----- ENTRIES SHOWN -----

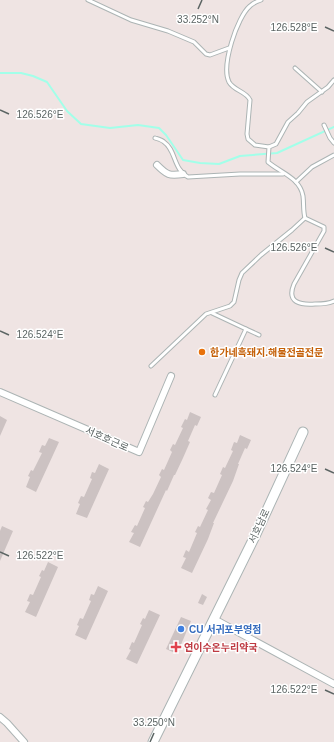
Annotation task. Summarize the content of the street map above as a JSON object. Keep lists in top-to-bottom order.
{
  "streets": {
    "main road": ["서호남로"],
    "street": ["서호호근로"]
  },
  "places": {
    "other": ["한가네흑돼지.해물전골전문", "CU 서귀포부영점"],
    "health": ["연이수온누리약국"]
  },
  "coordinates": [
    "33.252°N",
    "126.528°E",
    "126.526°E",
    "126.524°E",
    "126.522°E",
    "33.250°N"
  ]
}
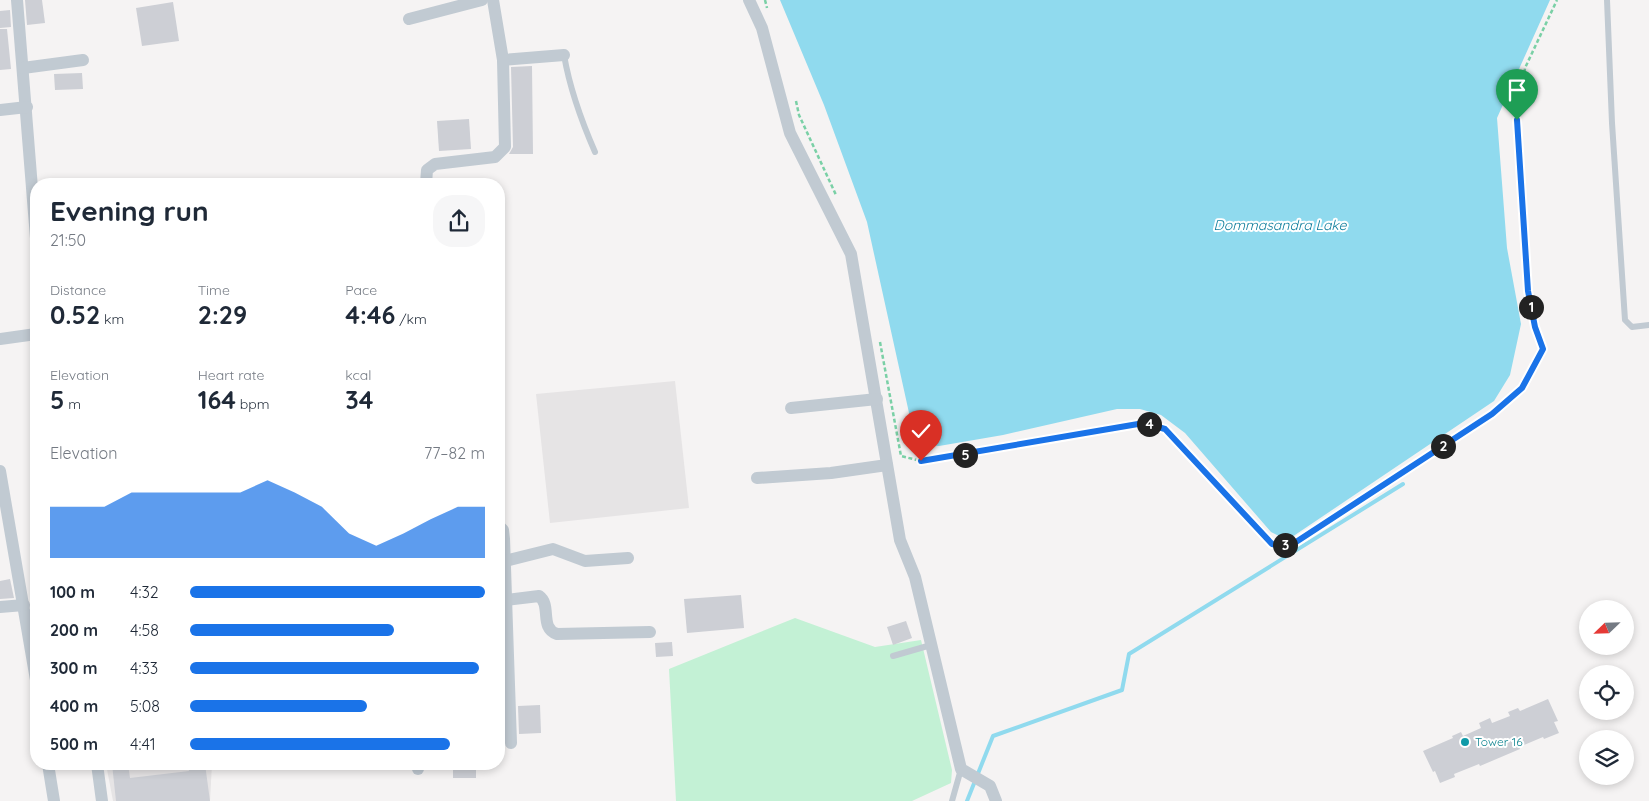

-----

WHAT YOU NEED TO DO: Please give the records above again exactly as they stand, with no pictures.

RESULT OF THIS EXERCISE:
Annotation task. Summarize the content of the street map above as a JSON object. Keep lists in top-to-bottom order.
{
  "streets": {
    "main road": ["서호남로"],
    "street": ["서호호근로"]
  },
  "places": {
    "other": ["한가네흑돼지.해물전골전문", "CU 서귀포부영점"],
    "health": ["연이수온누리약국"]
  },
  "coordinates": [
    "33.252°N",
    "126.528°E",
    "126.526°E",
    "126.524°E",
    "126.522°E",
    "33.250°N"
  ]
}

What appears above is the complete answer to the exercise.